This comment was originally posted in response to an article by David Shaywitz at Forbes.  http://www.forbes.com/sites/davidshaywitz/2013/05/10/whats-holding-back-cures-our-collective-ignorance-and-no-not-a-pharma-conspiracy/  I hope to eventually expand on these ideas in a later piece.

Thanks for the interesting take on the pharmaceutical industry and the problems of finding truly new and innovative drugs. The reasons you put forward are, I think, a large part of the problem. Biology is hard and we’re discovering just how hard it really is. Just as an example, something like ENCODE comes out and one learns about the vast amount of transcription going on in the genome across the many different cell types profiled, and one realizes there is no clear way to make sense of all of it, or even really know how much of it actually means something and how much of it is noise. As other examples of how hard it can be, some of the other commentors have pointed out the inherent unpredictability of biology, including the lack of translation from in vivo, controlled results in a dish to organismal biology, and also the complexity of a system with billions of moving parts.

While I’m still optimistic about Systems Biology approaches, I don’t have much faith in top down engineering models employing circuit diagrams and differential equations. Systems level measurements have shown how much variability there is among individuals in things like transcripts, proteins, metabolic rate, etc. And yet at the same time organisms generally function despite undergoing what amounts to a complete rewiring every generation due to genetic recombination and gamete fusion. It may be that a better understanding might come from study not of the specifics but of the generalities of systems that allow them to remain stable despite the diversity of all the parts. Trying to comprehend how evolution has solved the problem of balancing stability with variation.

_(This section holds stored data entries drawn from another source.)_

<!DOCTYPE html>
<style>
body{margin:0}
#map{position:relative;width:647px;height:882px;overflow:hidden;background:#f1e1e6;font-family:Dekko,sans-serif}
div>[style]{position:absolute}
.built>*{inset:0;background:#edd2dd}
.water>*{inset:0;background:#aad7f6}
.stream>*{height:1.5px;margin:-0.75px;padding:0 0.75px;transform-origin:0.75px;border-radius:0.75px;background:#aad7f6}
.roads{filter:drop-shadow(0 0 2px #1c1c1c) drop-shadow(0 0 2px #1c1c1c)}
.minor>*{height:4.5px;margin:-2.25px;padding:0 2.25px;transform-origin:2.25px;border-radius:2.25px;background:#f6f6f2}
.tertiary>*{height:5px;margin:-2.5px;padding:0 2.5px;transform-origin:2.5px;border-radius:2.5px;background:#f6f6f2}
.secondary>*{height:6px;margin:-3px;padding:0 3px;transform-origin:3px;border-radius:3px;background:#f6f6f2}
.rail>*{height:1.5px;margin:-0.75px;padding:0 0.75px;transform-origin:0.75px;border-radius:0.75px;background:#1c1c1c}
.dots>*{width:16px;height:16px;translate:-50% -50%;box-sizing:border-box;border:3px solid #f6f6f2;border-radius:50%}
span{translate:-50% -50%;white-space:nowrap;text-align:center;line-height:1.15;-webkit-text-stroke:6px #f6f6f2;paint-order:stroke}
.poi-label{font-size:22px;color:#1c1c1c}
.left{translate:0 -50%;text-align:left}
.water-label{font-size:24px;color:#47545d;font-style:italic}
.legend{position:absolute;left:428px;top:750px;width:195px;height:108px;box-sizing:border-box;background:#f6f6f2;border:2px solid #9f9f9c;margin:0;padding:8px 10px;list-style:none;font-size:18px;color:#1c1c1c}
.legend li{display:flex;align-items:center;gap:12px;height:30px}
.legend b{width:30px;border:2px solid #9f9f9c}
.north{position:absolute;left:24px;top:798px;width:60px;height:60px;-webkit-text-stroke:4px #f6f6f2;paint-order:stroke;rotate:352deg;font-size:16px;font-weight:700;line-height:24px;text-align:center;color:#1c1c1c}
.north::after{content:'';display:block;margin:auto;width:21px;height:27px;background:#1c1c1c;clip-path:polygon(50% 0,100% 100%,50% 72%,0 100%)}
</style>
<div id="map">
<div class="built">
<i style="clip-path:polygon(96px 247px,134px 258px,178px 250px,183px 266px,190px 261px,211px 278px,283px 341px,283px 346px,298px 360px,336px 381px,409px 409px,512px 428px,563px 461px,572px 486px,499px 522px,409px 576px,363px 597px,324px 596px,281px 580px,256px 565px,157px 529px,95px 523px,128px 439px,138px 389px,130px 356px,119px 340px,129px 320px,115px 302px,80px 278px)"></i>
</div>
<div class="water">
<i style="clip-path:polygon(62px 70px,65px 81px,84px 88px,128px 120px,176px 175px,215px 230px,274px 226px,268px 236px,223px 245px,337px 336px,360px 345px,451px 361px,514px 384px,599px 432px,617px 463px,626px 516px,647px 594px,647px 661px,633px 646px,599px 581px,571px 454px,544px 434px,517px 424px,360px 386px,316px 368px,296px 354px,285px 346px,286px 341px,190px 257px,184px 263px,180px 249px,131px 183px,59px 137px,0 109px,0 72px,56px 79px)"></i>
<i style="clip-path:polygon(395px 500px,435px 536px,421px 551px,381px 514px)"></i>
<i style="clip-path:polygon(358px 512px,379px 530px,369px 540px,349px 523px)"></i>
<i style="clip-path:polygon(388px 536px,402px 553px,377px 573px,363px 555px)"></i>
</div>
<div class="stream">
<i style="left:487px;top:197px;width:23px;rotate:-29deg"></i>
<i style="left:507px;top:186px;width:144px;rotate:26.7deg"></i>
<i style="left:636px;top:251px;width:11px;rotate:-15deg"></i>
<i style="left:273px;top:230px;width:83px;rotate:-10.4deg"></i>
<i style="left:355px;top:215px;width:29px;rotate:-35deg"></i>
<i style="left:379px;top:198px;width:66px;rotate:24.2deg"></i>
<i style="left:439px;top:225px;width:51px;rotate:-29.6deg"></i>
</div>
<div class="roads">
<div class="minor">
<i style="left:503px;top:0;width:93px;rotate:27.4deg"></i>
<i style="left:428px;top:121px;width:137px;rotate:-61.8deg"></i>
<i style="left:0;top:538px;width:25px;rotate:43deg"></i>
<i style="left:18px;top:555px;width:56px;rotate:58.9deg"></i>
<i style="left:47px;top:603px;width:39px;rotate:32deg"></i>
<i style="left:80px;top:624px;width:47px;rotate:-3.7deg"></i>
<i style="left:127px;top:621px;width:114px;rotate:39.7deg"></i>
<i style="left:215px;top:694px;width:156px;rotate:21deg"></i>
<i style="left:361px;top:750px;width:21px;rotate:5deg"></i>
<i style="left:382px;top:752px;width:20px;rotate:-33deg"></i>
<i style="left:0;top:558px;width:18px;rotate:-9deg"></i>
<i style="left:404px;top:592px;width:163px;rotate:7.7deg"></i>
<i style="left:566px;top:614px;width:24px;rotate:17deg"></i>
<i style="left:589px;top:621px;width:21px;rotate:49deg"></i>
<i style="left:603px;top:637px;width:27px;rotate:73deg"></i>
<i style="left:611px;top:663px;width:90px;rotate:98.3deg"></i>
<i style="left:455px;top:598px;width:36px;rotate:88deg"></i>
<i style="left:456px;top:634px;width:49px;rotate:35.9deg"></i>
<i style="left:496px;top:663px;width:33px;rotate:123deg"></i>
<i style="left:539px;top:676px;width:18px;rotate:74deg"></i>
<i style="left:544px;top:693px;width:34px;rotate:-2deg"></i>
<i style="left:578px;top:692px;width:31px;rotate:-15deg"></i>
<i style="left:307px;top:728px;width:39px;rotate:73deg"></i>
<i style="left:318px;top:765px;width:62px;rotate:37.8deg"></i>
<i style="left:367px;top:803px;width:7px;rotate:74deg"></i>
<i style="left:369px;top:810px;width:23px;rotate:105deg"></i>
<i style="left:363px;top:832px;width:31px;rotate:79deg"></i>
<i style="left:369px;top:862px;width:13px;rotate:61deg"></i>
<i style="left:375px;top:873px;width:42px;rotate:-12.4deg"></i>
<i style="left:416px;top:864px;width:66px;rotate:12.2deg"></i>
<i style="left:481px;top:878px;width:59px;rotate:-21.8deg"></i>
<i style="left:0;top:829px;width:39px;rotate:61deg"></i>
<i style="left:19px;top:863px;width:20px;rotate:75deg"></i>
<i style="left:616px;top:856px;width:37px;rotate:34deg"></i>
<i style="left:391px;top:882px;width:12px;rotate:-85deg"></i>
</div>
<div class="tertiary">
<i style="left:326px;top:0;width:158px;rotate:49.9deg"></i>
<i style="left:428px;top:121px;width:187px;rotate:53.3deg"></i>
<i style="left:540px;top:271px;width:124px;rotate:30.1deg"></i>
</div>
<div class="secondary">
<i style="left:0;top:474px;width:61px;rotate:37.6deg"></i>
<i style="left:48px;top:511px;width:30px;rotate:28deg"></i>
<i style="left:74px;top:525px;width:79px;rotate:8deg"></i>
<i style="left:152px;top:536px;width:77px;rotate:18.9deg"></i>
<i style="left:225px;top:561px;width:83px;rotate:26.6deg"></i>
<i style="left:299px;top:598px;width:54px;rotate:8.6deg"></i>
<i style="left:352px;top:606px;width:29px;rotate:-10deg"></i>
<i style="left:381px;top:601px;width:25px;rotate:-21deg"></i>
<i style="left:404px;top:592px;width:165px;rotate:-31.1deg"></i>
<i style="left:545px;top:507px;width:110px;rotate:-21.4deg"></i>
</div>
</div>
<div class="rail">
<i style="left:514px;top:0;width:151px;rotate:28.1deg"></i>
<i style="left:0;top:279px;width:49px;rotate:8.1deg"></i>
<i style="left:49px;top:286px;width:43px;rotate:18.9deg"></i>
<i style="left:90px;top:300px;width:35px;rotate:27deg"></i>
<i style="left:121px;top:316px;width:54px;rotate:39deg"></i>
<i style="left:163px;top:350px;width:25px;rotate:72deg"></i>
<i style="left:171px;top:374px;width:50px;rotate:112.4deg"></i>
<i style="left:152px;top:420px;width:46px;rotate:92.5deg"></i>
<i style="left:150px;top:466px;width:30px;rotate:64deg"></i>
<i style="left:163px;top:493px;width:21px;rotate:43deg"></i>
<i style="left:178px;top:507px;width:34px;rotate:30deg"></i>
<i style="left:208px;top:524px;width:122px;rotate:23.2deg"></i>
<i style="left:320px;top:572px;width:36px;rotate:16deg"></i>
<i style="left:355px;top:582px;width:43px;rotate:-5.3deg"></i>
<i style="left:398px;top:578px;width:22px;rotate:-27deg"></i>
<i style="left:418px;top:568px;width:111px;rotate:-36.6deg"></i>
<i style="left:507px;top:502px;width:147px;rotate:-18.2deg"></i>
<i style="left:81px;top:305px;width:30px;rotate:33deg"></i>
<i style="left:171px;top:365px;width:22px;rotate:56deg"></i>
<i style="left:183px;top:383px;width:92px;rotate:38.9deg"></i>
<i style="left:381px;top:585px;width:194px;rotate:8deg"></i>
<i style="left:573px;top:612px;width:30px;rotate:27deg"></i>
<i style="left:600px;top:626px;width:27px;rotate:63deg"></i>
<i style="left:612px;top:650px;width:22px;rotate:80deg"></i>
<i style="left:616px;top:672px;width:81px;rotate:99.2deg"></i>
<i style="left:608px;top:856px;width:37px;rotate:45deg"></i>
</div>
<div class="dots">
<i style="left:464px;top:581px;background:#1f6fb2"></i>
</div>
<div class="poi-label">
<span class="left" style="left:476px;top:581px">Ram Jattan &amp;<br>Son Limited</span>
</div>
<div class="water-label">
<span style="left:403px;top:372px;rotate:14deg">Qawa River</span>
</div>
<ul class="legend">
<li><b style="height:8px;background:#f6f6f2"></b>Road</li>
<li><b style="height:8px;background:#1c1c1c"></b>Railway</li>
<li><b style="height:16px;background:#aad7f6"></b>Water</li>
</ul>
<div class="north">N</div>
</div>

Another aspect of the problem facing pharma today I think has to do with being victims of our own success. Many of the biological approaches of the last century, including the phenotypic screening mentioned earlier, helped illuminate many of the major pathways and a lot of the key regulators in human biology. That wave of information helped inform the highly successful drugs developed in the 80s and 90s. However, once you have a decent drug, it’s difficult to go one better. Improving on a statin is hard. Anything obvious, with a big effect on biology (and, it must be noted, big side effects) has probably already been found.

I’m reminded of the metaphor of the adaptive landscape from evolutionary biology. The concept is that a given phenotype of a species occupies some position on a landscape consisting of peaks and valleys, with peaks representing local maxima for fitness, and valleys representing poor fitness. In evolution, favorable mutations allow some phenotypes to move up the side of a peak, approaching ideal fitness. I sometimes think of drugs today as occupying a similar fitness landscape with peaks representing diseases and many of our existing drugs positioned near their respective therapeutic peaks. Once you start moving up a given peak, it’s progressively harder to make a change that will move you closer to the top as opposed to sideways or backwards. So you get Zaltrap and Avastin.

The way out is to change the landscape itself. To stretch a tortured analogy further, your comment, David, about possible new therapeutic modalities could be likened to the development of the first feathered, gliding dinosaur. Suddenly the adaptive landscape changes, shuffling the peaks and valleys so that they can now be exploited in different ways. Maybe a radically different kind of drug, like siRNAs once were thought to be, could completely revamp the drug development space. Fundamental insights into biology might do the same.

Disclaimer: all opinions are my own and do not necessarily reflect those of Novo Nordisk.